> _Your goal_:
Using the listing below, set down exactly the lines starting at the line that contains "position:absolute; width:55px; margin:-28px;" and ending at the line that contains "font-size:38px; font-weight:700; line-height:1.1", both included, and no others.

> _Records shown_:
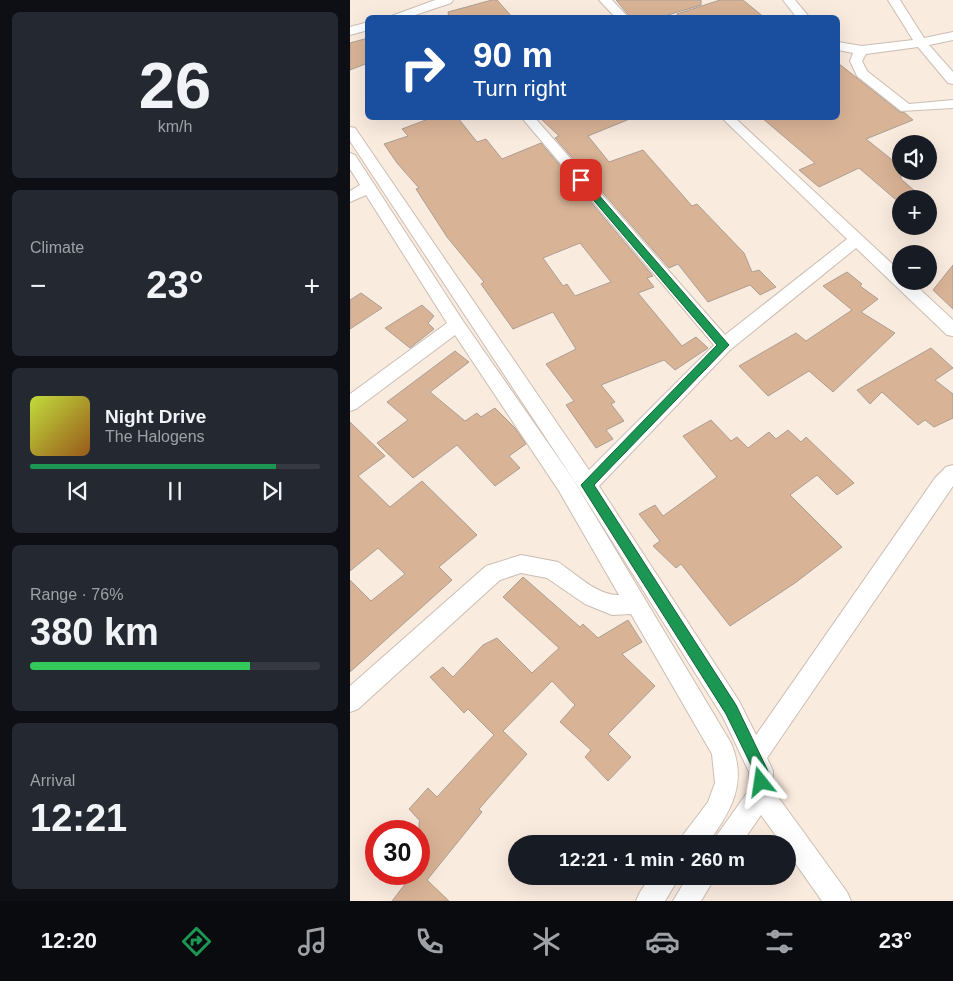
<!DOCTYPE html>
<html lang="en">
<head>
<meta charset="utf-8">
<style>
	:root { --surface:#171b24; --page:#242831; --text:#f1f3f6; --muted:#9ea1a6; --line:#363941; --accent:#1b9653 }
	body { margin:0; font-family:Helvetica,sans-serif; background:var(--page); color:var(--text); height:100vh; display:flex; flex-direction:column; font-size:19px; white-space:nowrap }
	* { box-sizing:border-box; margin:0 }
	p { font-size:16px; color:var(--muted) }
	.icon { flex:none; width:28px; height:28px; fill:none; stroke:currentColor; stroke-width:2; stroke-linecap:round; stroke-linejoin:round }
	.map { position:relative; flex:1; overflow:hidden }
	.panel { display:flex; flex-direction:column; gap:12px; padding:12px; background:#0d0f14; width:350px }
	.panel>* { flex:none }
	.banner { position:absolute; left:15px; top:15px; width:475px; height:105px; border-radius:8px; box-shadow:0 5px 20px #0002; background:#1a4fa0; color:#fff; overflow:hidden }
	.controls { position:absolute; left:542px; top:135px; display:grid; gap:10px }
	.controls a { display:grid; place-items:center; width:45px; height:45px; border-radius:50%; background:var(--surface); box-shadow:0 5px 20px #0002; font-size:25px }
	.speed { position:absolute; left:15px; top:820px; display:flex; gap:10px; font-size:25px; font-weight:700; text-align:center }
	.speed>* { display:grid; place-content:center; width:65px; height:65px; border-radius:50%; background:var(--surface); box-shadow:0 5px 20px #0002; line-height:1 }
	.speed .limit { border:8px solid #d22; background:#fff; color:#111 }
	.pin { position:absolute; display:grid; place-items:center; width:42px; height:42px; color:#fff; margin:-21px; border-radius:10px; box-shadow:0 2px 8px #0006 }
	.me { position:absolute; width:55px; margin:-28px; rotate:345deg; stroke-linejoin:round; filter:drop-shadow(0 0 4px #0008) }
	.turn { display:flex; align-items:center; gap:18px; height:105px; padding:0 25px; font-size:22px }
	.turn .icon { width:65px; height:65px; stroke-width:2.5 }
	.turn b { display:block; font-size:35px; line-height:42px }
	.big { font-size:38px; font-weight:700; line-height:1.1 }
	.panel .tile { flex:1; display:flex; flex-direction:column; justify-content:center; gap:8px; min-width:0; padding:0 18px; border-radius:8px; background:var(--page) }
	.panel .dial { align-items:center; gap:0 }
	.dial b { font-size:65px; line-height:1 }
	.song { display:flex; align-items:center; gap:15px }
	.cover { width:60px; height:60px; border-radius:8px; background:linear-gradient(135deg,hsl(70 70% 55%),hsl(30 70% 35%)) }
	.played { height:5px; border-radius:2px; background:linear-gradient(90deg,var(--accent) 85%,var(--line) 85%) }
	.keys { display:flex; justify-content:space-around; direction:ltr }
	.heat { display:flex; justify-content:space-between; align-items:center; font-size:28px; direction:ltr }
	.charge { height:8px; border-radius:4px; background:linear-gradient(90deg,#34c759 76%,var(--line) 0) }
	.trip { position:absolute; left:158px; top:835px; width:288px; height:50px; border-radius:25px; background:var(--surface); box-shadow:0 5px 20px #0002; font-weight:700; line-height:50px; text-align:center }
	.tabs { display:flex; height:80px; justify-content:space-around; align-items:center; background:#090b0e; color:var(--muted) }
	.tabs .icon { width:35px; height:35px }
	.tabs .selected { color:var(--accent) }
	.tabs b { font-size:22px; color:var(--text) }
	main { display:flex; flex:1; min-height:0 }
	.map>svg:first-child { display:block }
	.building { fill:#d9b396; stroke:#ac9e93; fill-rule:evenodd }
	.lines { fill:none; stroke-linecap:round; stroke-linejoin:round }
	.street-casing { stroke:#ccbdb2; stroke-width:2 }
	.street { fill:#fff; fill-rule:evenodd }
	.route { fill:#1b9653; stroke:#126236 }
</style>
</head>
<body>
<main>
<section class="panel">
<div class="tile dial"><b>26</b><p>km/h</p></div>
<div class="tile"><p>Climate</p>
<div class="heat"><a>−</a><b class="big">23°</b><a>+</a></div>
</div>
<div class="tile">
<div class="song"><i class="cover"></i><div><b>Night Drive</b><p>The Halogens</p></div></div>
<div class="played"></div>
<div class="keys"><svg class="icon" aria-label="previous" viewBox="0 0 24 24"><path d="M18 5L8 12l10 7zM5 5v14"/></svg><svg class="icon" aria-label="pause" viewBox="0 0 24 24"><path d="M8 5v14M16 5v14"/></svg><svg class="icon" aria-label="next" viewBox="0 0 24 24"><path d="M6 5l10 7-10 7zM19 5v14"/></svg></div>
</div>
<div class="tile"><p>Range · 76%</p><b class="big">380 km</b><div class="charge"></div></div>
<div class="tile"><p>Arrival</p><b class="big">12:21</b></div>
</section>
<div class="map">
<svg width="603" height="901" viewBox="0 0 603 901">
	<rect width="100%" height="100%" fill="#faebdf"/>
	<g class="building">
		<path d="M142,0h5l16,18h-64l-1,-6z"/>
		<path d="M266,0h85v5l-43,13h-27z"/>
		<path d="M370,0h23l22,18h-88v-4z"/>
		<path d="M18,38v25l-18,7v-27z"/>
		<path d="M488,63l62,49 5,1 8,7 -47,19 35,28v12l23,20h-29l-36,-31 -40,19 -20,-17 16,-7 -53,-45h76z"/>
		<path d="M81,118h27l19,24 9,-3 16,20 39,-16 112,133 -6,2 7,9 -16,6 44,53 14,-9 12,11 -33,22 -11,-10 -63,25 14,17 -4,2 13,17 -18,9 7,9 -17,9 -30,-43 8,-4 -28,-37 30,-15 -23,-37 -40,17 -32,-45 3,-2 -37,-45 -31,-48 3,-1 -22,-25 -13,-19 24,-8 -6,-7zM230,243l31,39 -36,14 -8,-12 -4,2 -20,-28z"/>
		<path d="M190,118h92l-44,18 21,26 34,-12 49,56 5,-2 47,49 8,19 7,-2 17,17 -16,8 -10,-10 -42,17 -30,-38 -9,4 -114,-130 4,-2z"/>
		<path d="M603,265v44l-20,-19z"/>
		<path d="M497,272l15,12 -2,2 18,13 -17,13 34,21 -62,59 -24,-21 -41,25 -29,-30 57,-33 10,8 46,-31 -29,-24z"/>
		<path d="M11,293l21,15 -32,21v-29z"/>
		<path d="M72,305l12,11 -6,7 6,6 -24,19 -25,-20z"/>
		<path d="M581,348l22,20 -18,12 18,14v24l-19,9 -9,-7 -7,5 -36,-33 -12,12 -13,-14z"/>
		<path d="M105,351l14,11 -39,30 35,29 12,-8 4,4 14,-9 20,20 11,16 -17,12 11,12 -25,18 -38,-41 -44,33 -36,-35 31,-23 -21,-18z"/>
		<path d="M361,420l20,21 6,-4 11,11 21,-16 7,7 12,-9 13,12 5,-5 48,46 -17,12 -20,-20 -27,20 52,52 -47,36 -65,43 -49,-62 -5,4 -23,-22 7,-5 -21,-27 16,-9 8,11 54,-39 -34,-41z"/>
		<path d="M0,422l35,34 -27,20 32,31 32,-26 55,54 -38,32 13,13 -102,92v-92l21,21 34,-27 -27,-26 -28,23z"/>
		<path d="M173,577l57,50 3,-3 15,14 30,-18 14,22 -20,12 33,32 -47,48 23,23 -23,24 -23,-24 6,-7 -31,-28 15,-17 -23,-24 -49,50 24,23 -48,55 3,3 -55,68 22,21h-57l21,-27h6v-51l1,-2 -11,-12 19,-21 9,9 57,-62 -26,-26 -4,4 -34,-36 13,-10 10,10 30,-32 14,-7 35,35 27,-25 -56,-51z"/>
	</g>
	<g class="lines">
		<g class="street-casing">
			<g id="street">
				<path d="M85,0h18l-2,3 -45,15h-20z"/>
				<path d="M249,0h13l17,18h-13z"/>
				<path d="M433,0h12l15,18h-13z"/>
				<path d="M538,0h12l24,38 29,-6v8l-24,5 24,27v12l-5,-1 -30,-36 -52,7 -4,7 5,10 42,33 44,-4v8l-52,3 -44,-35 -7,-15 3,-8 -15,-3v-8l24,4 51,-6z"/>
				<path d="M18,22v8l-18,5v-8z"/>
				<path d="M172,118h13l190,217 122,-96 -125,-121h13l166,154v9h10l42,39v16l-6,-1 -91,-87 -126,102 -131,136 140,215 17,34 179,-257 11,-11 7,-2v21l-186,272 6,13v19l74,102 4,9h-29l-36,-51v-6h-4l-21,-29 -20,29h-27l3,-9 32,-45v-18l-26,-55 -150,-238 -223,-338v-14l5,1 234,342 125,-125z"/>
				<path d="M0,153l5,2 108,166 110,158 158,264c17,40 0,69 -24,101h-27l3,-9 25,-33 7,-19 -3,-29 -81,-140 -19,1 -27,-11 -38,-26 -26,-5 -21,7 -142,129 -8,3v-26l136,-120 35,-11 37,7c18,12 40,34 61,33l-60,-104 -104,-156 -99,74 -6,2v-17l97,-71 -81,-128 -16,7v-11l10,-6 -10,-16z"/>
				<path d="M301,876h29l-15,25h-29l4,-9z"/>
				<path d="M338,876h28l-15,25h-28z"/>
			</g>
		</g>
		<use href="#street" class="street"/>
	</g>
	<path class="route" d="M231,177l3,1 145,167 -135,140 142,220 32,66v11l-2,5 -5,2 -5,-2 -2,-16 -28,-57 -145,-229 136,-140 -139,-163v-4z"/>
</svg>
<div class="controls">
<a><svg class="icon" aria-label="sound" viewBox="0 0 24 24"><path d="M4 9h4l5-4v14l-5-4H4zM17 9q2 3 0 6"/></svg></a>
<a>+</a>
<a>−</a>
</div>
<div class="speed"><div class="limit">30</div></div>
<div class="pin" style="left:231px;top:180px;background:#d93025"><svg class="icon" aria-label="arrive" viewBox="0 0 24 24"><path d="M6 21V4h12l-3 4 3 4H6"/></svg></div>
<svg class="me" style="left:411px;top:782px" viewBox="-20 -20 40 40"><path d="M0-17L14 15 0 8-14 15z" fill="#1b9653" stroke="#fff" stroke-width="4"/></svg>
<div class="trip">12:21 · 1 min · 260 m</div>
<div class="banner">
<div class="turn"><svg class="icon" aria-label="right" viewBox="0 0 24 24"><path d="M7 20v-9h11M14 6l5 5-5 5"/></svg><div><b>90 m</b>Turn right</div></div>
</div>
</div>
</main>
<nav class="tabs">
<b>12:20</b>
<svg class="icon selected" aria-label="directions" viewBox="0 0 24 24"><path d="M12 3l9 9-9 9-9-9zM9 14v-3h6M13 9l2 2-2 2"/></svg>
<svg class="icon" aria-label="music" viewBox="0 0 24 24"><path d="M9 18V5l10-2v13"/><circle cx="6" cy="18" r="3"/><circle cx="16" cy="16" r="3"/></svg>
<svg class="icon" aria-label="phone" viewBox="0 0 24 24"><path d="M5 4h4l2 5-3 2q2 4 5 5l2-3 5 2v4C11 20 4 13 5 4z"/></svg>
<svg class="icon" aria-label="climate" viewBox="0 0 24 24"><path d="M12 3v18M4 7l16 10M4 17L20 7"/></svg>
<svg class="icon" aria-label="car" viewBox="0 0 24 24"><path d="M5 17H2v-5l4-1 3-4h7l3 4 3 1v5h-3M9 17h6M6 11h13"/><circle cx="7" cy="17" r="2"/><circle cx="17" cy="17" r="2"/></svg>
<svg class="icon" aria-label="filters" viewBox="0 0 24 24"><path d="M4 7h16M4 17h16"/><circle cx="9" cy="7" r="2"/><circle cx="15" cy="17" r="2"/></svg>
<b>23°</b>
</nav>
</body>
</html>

> _Task solution_:
	.me { position:absolute; width:55px; margin:-28px; rotate:345deg; stroke-linejoin:round; filter:drop-shadow(0 0 4px #0008) }
	.turn { display:flex; align-items:center; gap:18px; height:105px; padding:0 25px; font-size:22px }
	.turn .icon { width:65px; height:65px; stroke-width:2.5 }
	.turn b { display:block; font-size:35px; line-height:42px }
	.big { font-size:38px; font-weight:700; line-height:1.1 }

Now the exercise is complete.